If you want to see the UDLD state machine on the line card hosting these links, then the below CLI can be used. The Interface [number in red] is what we call the “ifhandle”. The interface name corresponding to that can be displayed using the CLI “show im database ifhandle <number in red> location <line card>”.
In the example below, the UDLD state is Bidirectional, which is the desired correct state when things are working fine.
RP/0/RSP0/CPU0:ios#show nv edge data protocol all location 0/1/cPU0
Port enable administrative configuration setting: Enabled
Port enable operational state: Enabled
Current bidirectional state: Bidirectional
Current operational state: Advertisement - Single neighbor detected
Message interval: 20 msec
Time out interval: 10000 msec
Expiration time: 140 msec
Device ID: 1
Current neighbor state: Bidirectional
Device name: CLUSTER_RACK_01
Port ID: [0x46000100]
Neighbor echo 1 device: CLUSTER_RACK_00
Neighbor echo 1 port: [0x60002c0]
Message interval: 20 msec
Time out interval: 100 msec
CDP Device name: ASR9K CPU
The IRL links are used for forwarding packets whose ingress and egress interfaces are on separate racks. They are also used for all protocol Punt packets and protocol Inject packets. As explained in Section 1, the protocol stack “Primary” runs on the primary-DSC RSP in one of the chassis. So if a protocol punt packet comes in on an interface in another chassis, it has to be punted to the primary-DSC RSP in the remote chassis.

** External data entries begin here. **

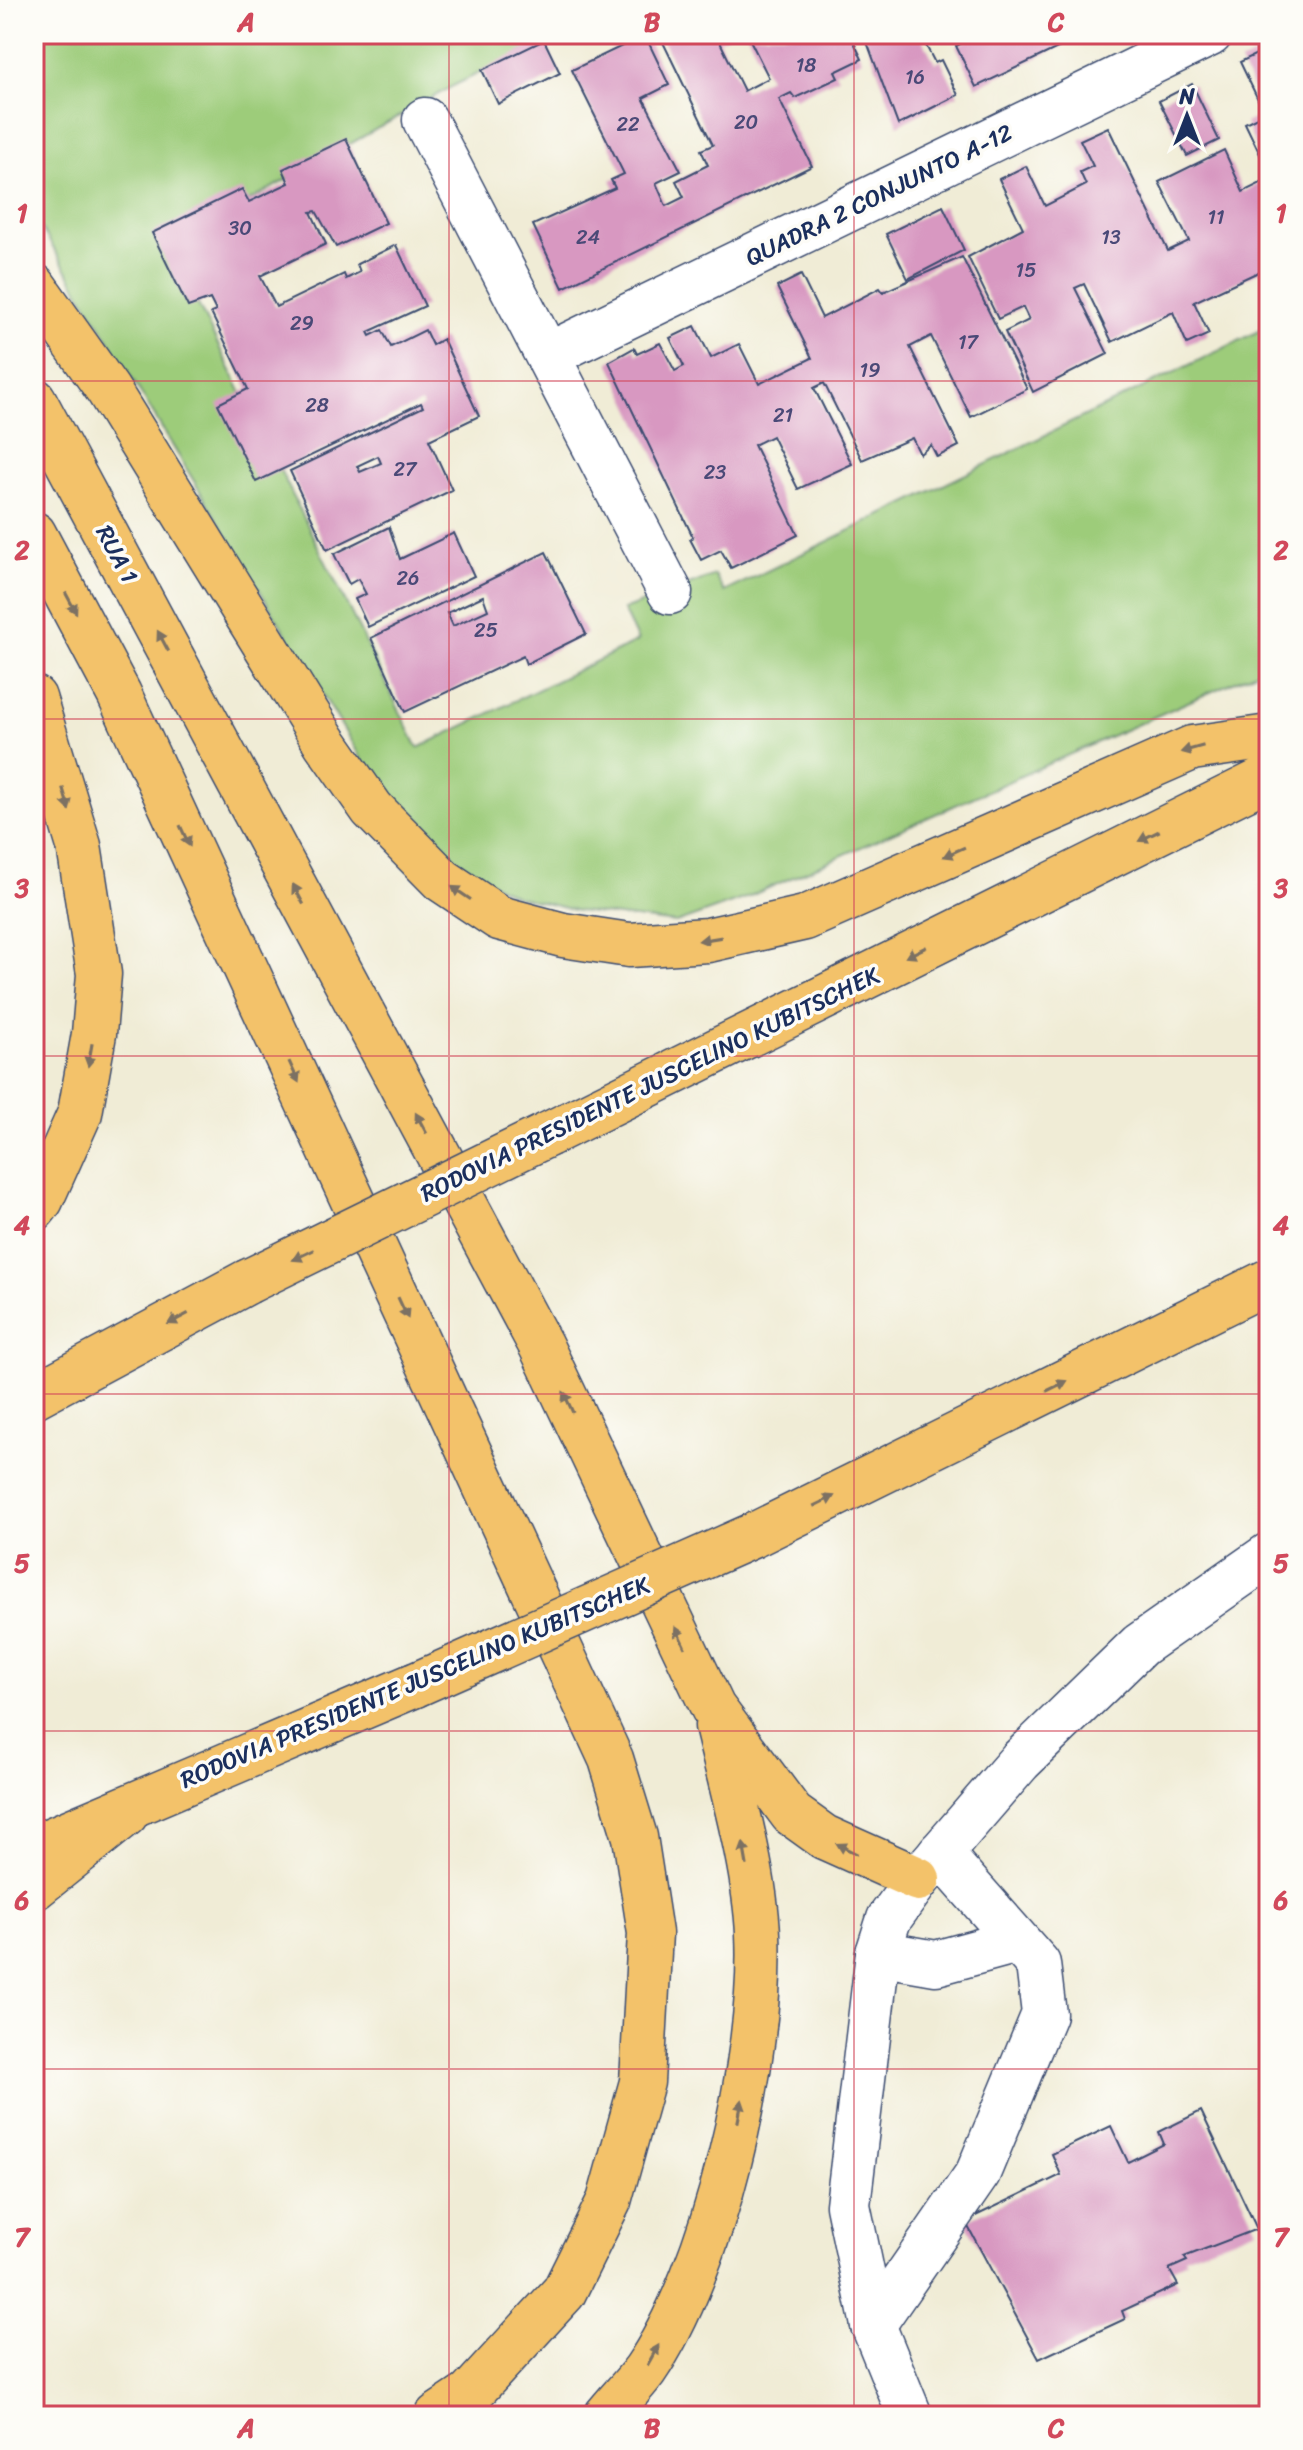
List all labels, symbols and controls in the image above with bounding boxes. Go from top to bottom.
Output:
text: A [236,0,255,45]
text: B [644,0,661,45]
text: C [1047,0,1065,45]
house number: 18 [796,48,816,83]
house number: 16 [905,60,925,95]
north arrow [1147,76,1227,156]
text: N [1178,77,1195,116]
house number: 20 [734,105,758,140]
house number: 22 [616,107,640,142]
street label: QUADRA 2 CONJUNTO A-12 [738,112,1020,278]
text: 1 [16,190,28,236]
text: 1 [1275,190,1287,236]
house number: 11 [1207,200,1225,235]
house number: 30 [228,211,252,246]
house number: 24 [576,220,600,255]
house number: 13 [1101,220,1121,255]
house number: 15 [1016,253,1036,288]
house number: 29 [290,306,314,341]
house number: 17 [958,325,980,360]
house number: 19 [860,353,880,388]
house number: 28 [305,388,329,423]
house number: 21 [773,398,793,433]
house number: 27 [394,452,418,487]
house number: 23 [704,455,726,490]
street label: RUA 1 [84,517,150,591]
text: 2 [13,527,30,573]
text: 2 [1272,527,1289,573]
house number: 26 [397,561,419,596]
one-way arrow [64,591,77,614]
house number: 25 [474,613,498,648]
one-way arrow [156,629,169,652]
one-way arrow [1180,744,1205,756]
one-way arrow [60,788,73,812]
one-way arrow [178,825,192,848]
one-way arrow [1137,830,1160,843]
one-way arrow [942,845,965,859]
text: 3 [14,865,30,911]
text: 3 [1273,865,1289,911]
one-way arrow [292,882,305,905]
one-way arrow [450,886,471,901]
one-way arrow [697,933,722,946]
one-way arrow [905,945,928,959]
street label: RODOVIA PRESIDENTE JUSCELINO KUBITSCHEK [413,954,887,1214]
one-way arrow [84,1043,96,1068]
one-way arrow [287,1061,301,1084]
one-way arrow [415,1111,428,1134]
text: 4 [14,1202,30,1248]
text: 4 [1273,1202,1289,1248]
one-way arrow [291,1248,314,1262]
one-way arrow [396,1297,410,1320]
one-way arrow [167,1312,190,1325]
one-way arrow [1045,1379,1068,1392]
one-way arrow [561,1391,575,1414]
one-way arrow [812,1494,835,1508]
text: 5 [14,1540,30,1586]
text: 5 [1273,1540,1289,1586]
street label: RODOVIA PRESIDENTE JUSCELINO KUBITSCHEK [174,1563,657,1800]
one-way arrow [673,1626,687,1649]
one-way arrow [738,1841,751,1866]
one-way arrow [835,1842,858,1855]
text: 6 [14,1877,30,1923]
text: 6 [1273,1877,1289,1923]
one-way arrow [734,2098,746,2123]
text: 7 [15,2214,32,2260]
text: 7 [1274,2214,1291,2260]
one-way arrow [646,2343,660,2366]
text: A [236,2405,255,2450]
text: B [644,2405,661,2450]
text: C [1047,2405,1065,2450]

This punt is done via the IRL. Similarly if the protocol stack on the primary-DSC wants to send a packet out of an interface on another chassis, that is also done via the IRL interfaces.
If the number of IRL links available for forwarding goes below a certain threshold, that might mean that the remaining IRLs will get congested and more and more inter-rack traffic will get dropped. So the IRL-monitor gives a way of shutting down other ports on the chassis if the number of IRL links go below a threshold. The commands available are below
RP/0/RSP0/CPU0:ios(admin-config)#nv edge data minimum <minimum threshold> ?
backup-rack-interfaces Disable ALL interfaces on backup-DSC rack
selected-interfaces Disable only interfaces with nv edge min-disable config
specific-rack-interfaces Disable ALL interfaces on a specific rack
There are three modes of configuration possible.
With this configuration, if the number of IRLs go below the <minimum threshold> configured, ALL interfaces on whichever chassis is hosting the backup-DSC RSP will be shut down. Again note that the backup-DSC RSP can be on either of the chassis.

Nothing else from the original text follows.